I assume it is OK for you to use internal APIs? Then you could go with:

com.sun.javafx.perf.PerformanceTracker.getSceneTracker(scene)

and let a timer fire one per second to request tracker.getAverageFPS().

Beware not to use any AnimationTimer handlers, as it will reduce FPS, even if 
the handler method is short.

-Markus

-----Original Message-----
From: openjfx-dev [mailto:openjfx-dev-boun...@openjdk.java.net] On Behalf Of 
Michael Paus
Sent: Freitag, 23. Dezember 2016 17:04
To: openjfx-dev@openjdk.java.net
Subject: Re: AnimationTimer and actual frame rate

Thank you.

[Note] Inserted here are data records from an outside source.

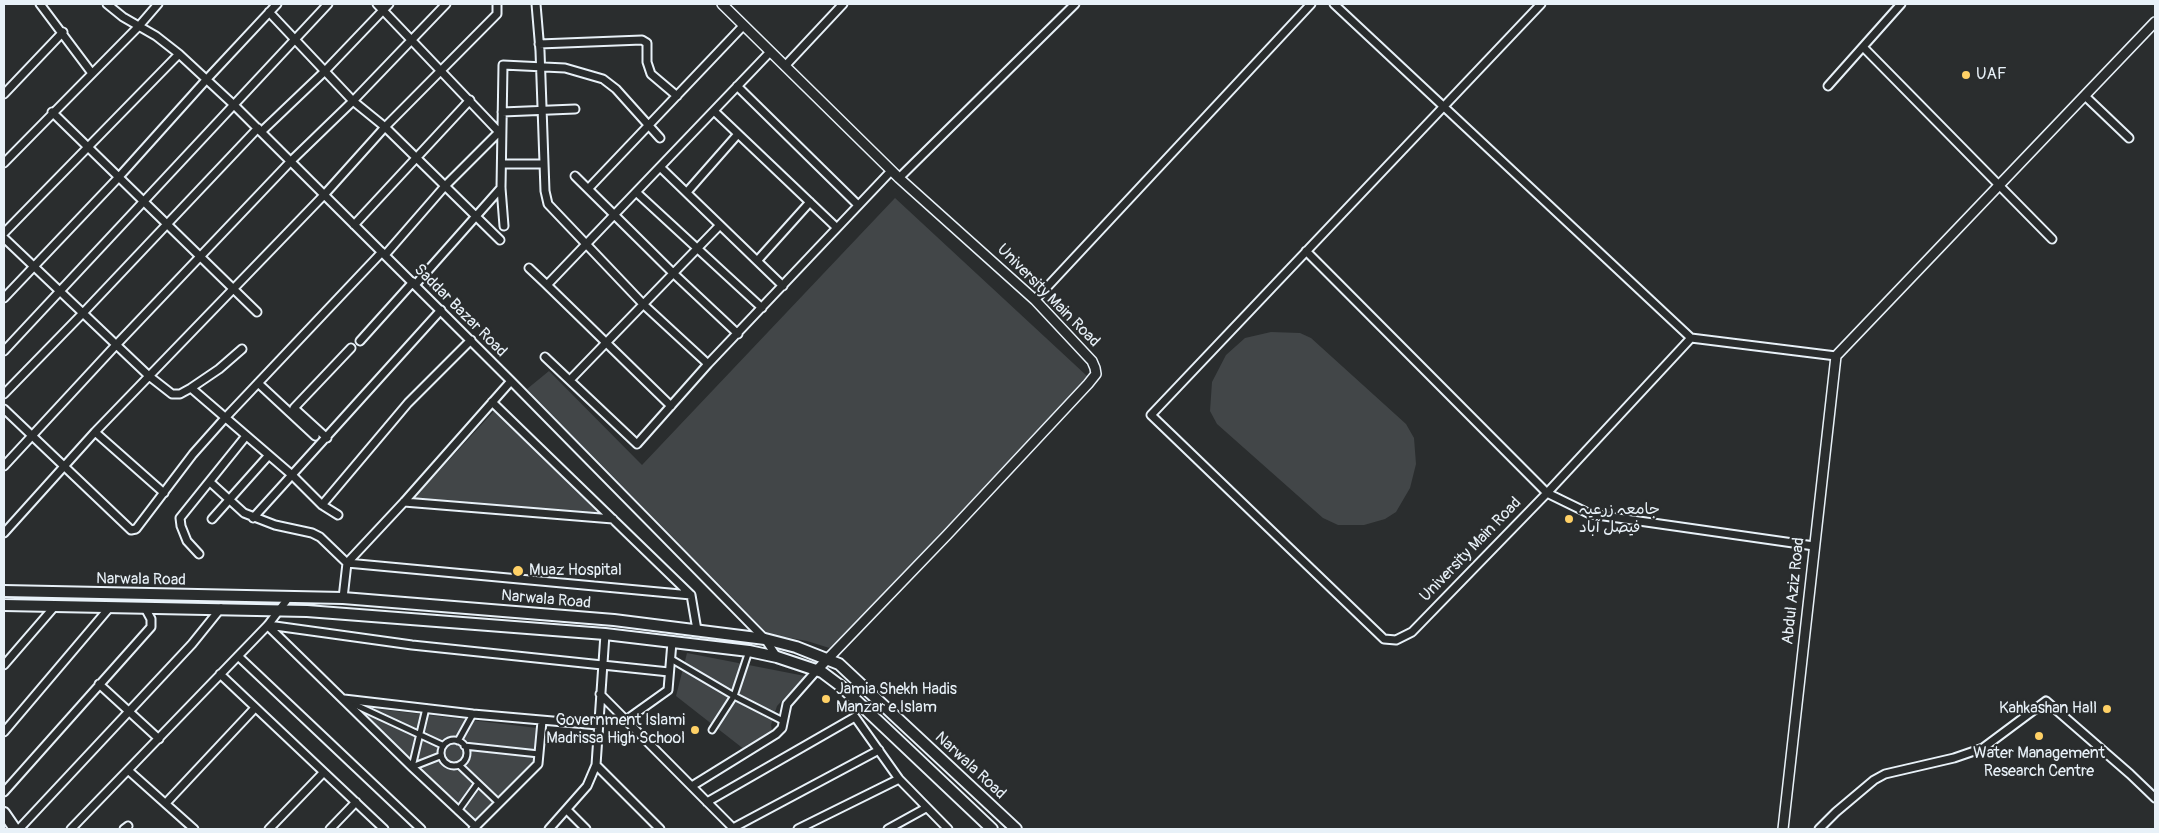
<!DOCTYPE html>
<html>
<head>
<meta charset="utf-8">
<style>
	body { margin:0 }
	#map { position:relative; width:2159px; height:833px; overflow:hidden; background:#2a2d2e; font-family:Pangolin,sans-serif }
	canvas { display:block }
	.frame { position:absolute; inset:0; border:5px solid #e8f1f8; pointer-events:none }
</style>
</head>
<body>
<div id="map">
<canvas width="2159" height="833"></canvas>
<div class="frame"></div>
</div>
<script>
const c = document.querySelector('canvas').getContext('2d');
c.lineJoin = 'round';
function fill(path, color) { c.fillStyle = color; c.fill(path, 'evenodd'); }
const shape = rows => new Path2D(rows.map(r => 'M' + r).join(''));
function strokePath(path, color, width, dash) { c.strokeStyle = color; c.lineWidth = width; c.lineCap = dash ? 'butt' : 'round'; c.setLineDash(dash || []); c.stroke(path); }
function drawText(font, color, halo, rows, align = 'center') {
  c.font = font + ' Pangolin,"Playpen Sans Arabic",sans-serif'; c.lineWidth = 4.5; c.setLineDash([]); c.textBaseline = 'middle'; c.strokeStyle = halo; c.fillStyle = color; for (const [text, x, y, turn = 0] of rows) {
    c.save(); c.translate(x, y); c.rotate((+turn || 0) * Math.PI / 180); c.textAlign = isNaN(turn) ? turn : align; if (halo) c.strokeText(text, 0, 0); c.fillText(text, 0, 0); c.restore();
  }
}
fill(shape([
	[895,198,1087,376,839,651,807,641,785,637,771,637,527,389,549,371,642,465],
	[1271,332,1300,333,1311,338,1406,424,1414,438,1416,464,1410,488,1396,512,1385,519,1364,525,1338,525,1323,518,1217,424,1210,411,1212,382,1226,355,1245,338],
	[494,411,613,522,408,505],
	[687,653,805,676,777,706,771,725,773,735,745,750,676,696],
	[361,707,537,728,534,763,476,821,357,713]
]), '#424648');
const pedestrian = shape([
	[671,659,734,696,783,721],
	[347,701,442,745],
	[426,708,412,767,440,756],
	[712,730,734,696,749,651],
	'441 753a13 13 0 1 1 26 0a13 13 0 1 1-26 0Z',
	[458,741,473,714],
	[464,746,539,754],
	[459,765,499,803],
	[458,811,478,783]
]);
const minor = shape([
	[40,4,91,72],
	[107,4,123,17,156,36,179,54,234,105,511,381,765,639,777,657],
	[377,4,499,132,445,186,385,255],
	[536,4,540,51,545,191,548,204,644,305,708,364],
	[1334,4,1691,338],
	[1541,4,1151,415,1384,639,1396,640,1412,632,1547,493,1691,338,1836,356],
	[269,12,353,101,385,127,500,240],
	[539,44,642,40,647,43,647,62,651,74,677,96],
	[1864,48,2052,239],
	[785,66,843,4],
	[737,86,858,205],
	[1828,86,1901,4],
	[4,94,63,32],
	[2085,96,2129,138],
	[714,111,837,228],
	[52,112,257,312],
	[502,112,575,109],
	[261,132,325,71,389,4],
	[4,163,139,26,158,4],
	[502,164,544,164],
	[660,167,783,286],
	[575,176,673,273,738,334],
	[899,178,1075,4],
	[588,189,743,26],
	[636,192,762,308],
	[687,192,738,134],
	[354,225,470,100],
	[504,226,501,188,503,65,565,68,603,79,616,89,660,138],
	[4,233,179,54],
	[4,238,149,376,172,394,180,394,191,388,219,369,242,349],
	[1306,251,1547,493,1590,514,1814,546],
	[757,261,810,202],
	[529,268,547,285,770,52],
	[415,285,501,188],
	[547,285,671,406],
	[4,298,118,178,206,80,277,4],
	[1035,300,1311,4],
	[360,341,413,282],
	[4,351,328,4],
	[545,357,637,444,708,364,891,171],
	[570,380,720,225],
	[258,383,315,436],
	[191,388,292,475,322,505,338,515],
	[4,394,83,313,258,128],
	[492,402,691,595,697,630],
	[4,409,131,530,136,529,193,454,225,418,382,252],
	[95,432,164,493],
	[327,438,294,408,351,348],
	[4,466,116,345,291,161,353,101,446,4],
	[210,482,244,513,275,525,312,533,320,537,347,563,691,595],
	[404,502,613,519],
	[322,505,408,403,471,340],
	[253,518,441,310],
	[212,519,269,455],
	[4,533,95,432,324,195,385,127,497,14,497,4],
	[199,554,187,541,181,526,180,518,246,436],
	[343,598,347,563,404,502,511,381],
	[268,625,412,645,669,672],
	[268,626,412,767,476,827],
	[238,656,421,829],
	[4,665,55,606],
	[220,674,384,829],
	[99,684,159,739],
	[600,694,734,829],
	[344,699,473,714,598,725],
	[626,720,668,690,672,642],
	[4,732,110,607],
	[596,765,660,829],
	[129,771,194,829],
	[692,786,776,734,782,728,787,704,817,670],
	[4,792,151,627,151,619,145,608],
	[707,802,855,717,899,779,948,829],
	[166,803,255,708],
	[567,810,586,829],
	[733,828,879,750],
	[19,829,192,644,221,608],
	[71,829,268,625,289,597],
	[124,829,128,826],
	[269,829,323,773],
	[330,829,356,802],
	[473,829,538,764,542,721],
	[549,829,587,786,596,765,605,634],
	[798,829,899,779],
	[888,829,926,808],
	[1819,829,1836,812,1874,780,1885,774,1954,758,1983,748,2046,701,2130,774,2155,798]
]);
const tertiary = shape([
	[722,4,899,178,1035,300,1092,361,1095,368,1096,374,1088,384,947,535,817,670],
	[1783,829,1836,356,2155,22]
]);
const secondary = shape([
	[4,813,15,829]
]);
const primary = shape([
	[4,591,343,598,614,620,765,639,796,647,839,664,1016,829],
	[4,605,307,611,605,634,749,651,777,657,822,672,842,687,992,829]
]);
strokePath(pedestrian, '#e8f1f8', 9);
strokePath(minor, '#e8f1f8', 11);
strokePath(tertiary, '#e8f1f8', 12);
strokePath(secondary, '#e8f1f8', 14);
strokePath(primary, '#e8f1f8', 14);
strokePath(pedestrian, '#2a2d2e', 5);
strokePath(minor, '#2a2d2e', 7);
strokePath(tertiary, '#2a2d2e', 9);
strokePath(secondary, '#2a2d2e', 10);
strokePath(primary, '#2a2d2e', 10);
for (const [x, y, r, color] of [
	[1966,75,5,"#ffd166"],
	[1569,519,5,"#ffd166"],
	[518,571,6,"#ffd166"],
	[826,699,5,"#ffd166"],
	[2107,709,5,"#ffd166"],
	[695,730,5,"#ffd166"],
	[2039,736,5,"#ffd166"]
]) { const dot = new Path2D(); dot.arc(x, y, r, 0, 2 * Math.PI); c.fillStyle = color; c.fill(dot); strokePath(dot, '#2a2d2e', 2); }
drawText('16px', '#e8f1f8', '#2a2d2e', [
	["UAF",1976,75],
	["جامعہ زرعیہ",1579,510],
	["فیصل آباد",1579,528],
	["Muaz Hospital",529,571],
	["Jamia Shekh Hadis",836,690],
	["Manzar e Islam",836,708],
	["Kahkashan Hall",2097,709,"right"],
	["Government Islami",685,721,"right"],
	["Madrissa High School",685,739,"right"],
	["Water Management",2039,754,"center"],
	["Research Centre",2039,772,"center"]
], 'left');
drawText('16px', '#e8f1f8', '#2a2d2e', [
	["University Main Road",1048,296,45],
	["Saddar Bazar Road",460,311,45],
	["University Main Road",1471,550,-46],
	["Narwala Road",141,580,1],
	["Abdul Aziz Road",1794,591,-84],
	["Narwala Road",546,600,5],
	["Narwala Road",970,766,43]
]);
</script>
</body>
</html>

That explains a lot of what I am observing but it also makes me 
wonder how you could effectively measure the actual frame rate because that's 
what you are normally interested in.
Michael

Am 23.12.16 um 09:15 schrieb Markus KARG:
> AnimationTimer is fired once per "planned" frame (i. e. running at maximum 
> possible FPS), not per "actually rendered" frame. JavaFX contains a lot of 
> optimizations. For example, a boolean property animated over time to switch 
> from false to true will only imply a single modification, hence only one 
> frame is actually rendered.
> -Markus
>
> -----Original Message-----
> From: openjfx-dev [mailto:openjfx-dev-boun...@openjdk.java.net] On 
> Behalf Of Michael Paus
> Sent: Donnerstag, 22. Dezember 2016 17:29
> To: openjfx-dev@openjdk.java.net
> Subject: AnimationTimer and actual frame rate
>
> Hi all,
>
> for quite a while now I am observing a strange behavior when running 
> some
>
> JavaFX graphics tests. The scenario is very simple. I am running some 
> animation
>
> which puts some load onto the graphics engine and I am trying to 
> measure the
>
> frame rate via an instance of an AnimationTimer. When I increase the 
> load high
>
> enough I reach a point where the indicated frame rate is just 60FPS or 
> even a bit
>
> lower but the observed frame rate on screen has already dropped to 
> something
>
> like 1-2 FPS. So what I observe is that the AnimationTimer is running 
> much faster
>
> than the updates of the graphics. How can that be? Does anybody have 
> an explanation
>
> under which circumstances this can happen? Or is this behavior a bug which I 
> should report?
>
> Just some puzzle for the boring Christmas holidays :-)
>
> Merry Christmas to all of you
>
> Michael
>
> PS: My system is a MacBook Pro with NVidia graphic card.